Making arrangements and paperwork

Although it is a pain and none of us want to get our heads stuck into paperwork instead of enjoying the amazing new country that we have just landed in after having spent so long planning to get it, but it is unfortunately unavoidable. From getting the appropriate driving licence to registering for tax file numbers, social security numbers, mortgage brokers, real estate agents, registering your kids at the local school and the whole family with a doctor and a dentist, you’ll have horrendous amounts of paper flying around in the first few weeks after your arrival. Also, make sure to open a bank account as soon as possible!

Finding or starting your new occupation

Now that you have at last made it and have officially become an expat, you need to fund your new life-style. For those who did not managed to land themselves a job when they first arrived, one of your first responsibilities is to get your head in the recruitment pages of the local newspapers and websites, then start sending out CVs.

In some cases, a new expat beginning work overseas may at the start need more guidance than a local, at least at the offset, so it would unquestionably be valuable to find out if the business you are joining has another member of staff that can sympathise with your situations and lead you safely past the difficult hurdles.

House and home

Some people can adapt and feel at home in a foreign country straightaway, and because of this they can dive straight in and buy a property, while others need time to figure out local areas and the personality of the community in the particular neighbourhood. Both approaches work, it really depends on your specific situation and character. If you are renting before you buy a property it would benefit you to do some research on the area and locate potential places to settle down.

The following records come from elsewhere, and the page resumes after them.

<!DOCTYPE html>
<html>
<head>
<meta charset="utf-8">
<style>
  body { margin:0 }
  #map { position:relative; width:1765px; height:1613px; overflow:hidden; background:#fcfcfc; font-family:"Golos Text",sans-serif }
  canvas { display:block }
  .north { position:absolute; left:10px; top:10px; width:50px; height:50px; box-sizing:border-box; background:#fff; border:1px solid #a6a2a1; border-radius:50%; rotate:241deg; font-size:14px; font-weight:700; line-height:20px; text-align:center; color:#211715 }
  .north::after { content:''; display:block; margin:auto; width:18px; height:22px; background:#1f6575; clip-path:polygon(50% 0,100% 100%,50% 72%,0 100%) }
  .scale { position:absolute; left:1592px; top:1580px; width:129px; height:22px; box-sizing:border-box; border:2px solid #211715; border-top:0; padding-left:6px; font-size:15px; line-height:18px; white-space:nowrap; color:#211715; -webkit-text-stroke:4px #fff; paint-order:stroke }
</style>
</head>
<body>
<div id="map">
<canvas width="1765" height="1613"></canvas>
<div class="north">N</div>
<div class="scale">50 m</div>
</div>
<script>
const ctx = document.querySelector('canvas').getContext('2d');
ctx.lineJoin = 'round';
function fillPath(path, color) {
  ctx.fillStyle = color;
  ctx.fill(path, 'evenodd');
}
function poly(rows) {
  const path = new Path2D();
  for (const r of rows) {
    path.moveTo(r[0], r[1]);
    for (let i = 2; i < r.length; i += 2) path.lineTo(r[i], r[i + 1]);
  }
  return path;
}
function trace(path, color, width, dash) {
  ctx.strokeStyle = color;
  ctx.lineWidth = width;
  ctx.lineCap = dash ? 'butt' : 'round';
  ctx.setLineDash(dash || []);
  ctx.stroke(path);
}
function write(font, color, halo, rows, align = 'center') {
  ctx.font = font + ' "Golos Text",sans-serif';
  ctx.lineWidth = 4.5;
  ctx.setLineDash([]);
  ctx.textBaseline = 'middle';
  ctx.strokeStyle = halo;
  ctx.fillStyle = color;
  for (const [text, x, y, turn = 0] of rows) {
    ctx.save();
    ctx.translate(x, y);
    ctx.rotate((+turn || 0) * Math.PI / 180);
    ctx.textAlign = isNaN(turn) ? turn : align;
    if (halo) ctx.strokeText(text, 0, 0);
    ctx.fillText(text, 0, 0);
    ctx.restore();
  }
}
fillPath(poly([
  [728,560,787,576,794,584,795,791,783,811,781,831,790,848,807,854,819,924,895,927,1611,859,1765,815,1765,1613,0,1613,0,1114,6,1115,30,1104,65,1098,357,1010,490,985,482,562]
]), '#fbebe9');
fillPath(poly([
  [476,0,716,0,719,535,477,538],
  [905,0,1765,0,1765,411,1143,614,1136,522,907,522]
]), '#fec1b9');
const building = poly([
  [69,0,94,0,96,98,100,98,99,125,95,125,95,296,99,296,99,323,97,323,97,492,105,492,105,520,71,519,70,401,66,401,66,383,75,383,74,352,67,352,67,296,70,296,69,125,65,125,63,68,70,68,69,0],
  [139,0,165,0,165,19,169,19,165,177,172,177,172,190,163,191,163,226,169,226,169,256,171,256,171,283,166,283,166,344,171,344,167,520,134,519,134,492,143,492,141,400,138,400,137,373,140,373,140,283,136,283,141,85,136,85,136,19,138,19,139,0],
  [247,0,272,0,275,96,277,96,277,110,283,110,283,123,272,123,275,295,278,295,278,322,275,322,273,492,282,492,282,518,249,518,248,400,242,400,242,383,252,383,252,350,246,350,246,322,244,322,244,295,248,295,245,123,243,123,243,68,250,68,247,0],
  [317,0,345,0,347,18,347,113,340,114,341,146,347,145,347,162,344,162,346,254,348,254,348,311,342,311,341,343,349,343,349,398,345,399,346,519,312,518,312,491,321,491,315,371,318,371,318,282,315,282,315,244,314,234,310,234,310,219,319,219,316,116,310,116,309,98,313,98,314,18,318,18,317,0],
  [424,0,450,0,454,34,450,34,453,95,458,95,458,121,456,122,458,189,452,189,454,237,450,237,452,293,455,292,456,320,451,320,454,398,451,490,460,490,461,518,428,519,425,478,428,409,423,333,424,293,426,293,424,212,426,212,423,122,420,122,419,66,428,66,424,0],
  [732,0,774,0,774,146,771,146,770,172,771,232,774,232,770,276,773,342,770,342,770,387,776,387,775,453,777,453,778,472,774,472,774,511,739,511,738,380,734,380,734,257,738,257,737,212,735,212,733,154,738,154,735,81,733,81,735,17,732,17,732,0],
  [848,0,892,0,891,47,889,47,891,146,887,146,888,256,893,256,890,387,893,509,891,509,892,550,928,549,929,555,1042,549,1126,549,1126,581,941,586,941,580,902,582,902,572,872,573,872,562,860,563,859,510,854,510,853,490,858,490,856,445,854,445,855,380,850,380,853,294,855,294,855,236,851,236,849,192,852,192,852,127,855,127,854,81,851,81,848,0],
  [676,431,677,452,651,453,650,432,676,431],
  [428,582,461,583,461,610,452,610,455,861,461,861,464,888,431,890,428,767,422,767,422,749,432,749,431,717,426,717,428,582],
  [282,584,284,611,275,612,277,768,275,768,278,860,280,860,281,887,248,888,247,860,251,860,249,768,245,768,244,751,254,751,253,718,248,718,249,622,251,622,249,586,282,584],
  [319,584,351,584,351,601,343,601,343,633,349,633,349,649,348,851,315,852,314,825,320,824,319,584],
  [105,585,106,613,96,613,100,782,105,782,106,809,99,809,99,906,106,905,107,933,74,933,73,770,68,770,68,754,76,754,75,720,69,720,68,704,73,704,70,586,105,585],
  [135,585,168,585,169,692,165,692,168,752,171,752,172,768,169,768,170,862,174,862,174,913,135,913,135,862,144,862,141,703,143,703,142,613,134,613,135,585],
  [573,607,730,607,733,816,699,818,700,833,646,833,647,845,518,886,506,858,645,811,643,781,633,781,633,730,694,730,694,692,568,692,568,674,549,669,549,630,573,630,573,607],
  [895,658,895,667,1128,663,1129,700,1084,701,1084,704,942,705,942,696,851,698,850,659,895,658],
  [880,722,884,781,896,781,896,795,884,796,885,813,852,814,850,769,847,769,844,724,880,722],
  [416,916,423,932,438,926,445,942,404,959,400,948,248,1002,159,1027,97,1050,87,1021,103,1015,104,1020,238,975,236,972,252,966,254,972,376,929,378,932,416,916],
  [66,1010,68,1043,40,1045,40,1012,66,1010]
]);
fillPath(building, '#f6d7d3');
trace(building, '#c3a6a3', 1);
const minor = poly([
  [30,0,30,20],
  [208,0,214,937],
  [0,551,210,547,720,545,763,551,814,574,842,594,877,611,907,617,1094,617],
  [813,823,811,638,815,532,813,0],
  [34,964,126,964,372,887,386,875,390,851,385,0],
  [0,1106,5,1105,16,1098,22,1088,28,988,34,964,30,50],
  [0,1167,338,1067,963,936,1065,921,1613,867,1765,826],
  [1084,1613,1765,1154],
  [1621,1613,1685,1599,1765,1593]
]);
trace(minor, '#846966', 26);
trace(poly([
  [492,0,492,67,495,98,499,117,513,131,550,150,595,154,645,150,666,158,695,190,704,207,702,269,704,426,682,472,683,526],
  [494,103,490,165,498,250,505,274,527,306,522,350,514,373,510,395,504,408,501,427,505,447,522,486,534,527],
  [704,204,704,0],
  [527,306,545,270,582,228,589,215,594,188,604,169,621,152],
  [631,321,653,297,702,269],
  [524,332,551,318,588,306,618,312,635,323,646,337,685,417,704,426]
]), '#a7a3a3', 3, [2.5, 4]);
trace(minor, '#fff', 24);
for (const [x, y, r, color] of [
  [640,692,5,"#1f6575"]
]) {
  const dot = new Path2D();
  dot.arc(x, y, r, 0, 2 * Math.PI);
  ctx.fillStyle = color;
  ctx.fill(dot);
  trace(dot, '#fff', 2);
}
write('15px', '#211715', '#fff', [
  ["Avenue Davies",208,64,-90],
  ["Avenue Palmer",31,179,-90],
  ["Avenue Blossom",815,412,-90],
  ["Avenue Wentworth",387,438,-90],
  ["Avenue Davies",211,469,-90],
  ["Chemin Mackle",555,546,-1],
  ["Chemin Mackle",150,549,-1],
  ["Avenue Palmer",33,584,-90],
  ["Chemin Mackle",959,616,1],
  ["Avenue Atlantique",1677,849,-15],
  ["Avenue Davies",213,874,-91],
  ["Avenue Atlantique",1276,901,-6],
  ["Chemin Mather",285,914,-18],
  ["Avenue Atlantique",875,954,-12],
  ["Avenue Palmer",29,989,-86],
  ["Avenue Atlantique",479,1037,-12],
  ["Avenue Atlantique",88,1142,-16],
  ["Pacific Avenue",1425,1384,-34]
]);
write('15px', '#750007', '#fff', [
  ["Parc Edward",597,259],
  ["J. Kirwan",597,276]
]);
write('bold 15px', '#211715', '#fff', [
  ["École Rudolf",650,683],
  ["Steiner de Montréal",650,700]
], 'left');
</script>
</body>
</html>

When you have found your dream home, it is time to register with utility companies, get a landline setup, sign up with an internet service provider and arrange insurance.

Social circle

Creating a new social circle is vital to the success of your emigration. With no family and friends around to experience the highs and lows of your move abroad, those feelings of being a fish out water can be even more suffocating than you imagined. However, it would be regrettable to let this make you going running back to Britain hanging your head in shame. While time is often the best remedy, you need be proactive in order to meet people. There is various things you can do to ease your anxiety and as the newbies the responsibility falls on your shoulders to make it happen.

Every country has its own traditions, but offering the neighbours to come round for a drink and dinner is a good first step. There may even be a British expats club in your area, but don’t let that stop you from joining local social functions. After all, you didn’t emigrate over a distance of several thousand miles to sit in your house, did you?